[Opening Dataset records section]
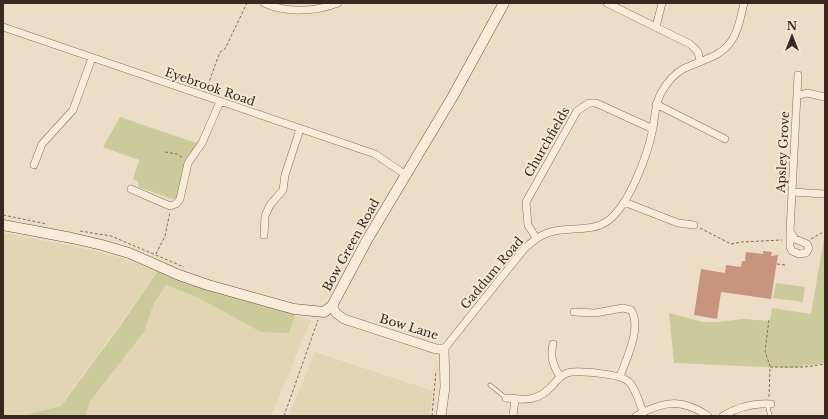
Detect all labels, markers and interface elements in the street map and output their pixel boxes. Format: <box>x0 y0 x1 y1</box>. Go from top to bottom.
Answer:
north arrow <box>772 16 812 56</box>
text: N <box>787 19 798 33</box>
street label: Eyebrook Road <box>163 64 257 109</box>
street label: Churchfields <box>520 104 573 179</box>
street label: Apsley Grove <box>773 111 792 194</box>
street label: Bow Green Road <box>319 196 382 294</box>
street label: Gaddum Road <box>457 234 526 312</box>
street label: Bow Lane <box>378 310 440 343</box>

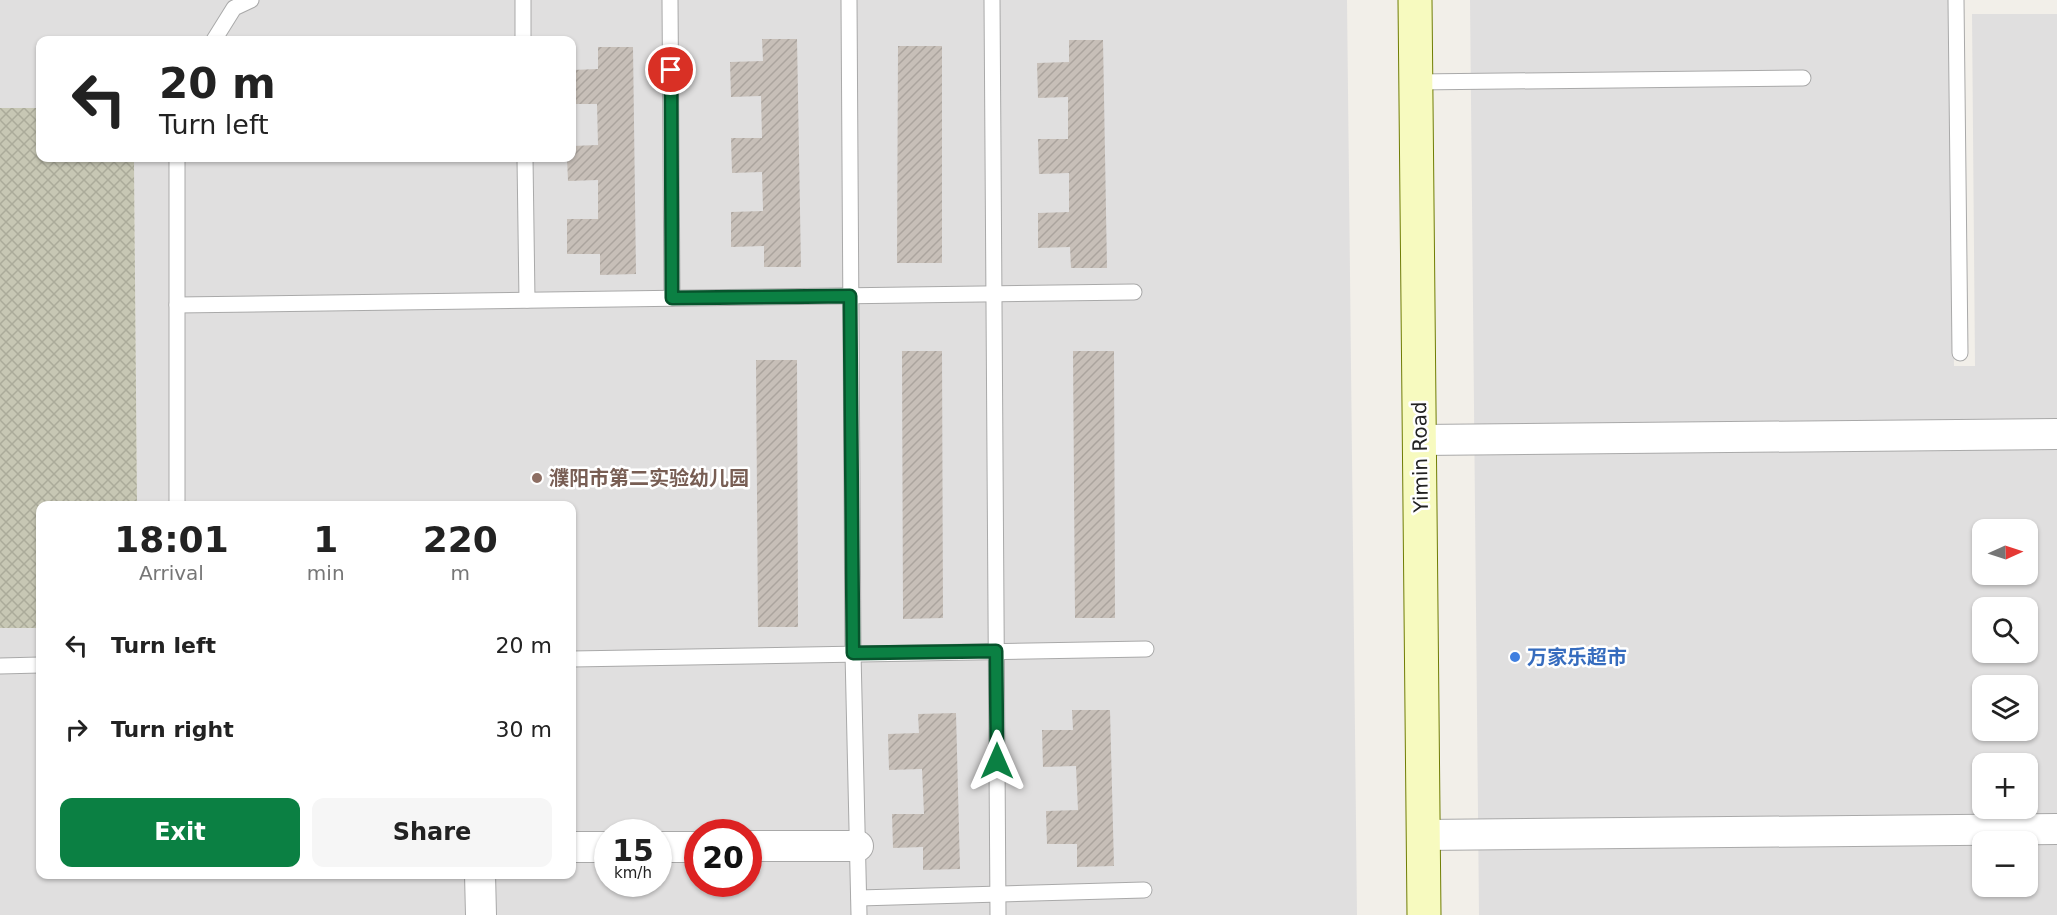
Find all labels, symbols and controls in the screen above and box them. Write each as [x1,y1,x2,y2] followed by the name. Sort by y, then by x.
[Closing Dataset records section]
> Task item:
Tally the lines of the listing that include "labels". Reply with nothing but the count.

> Task result:
2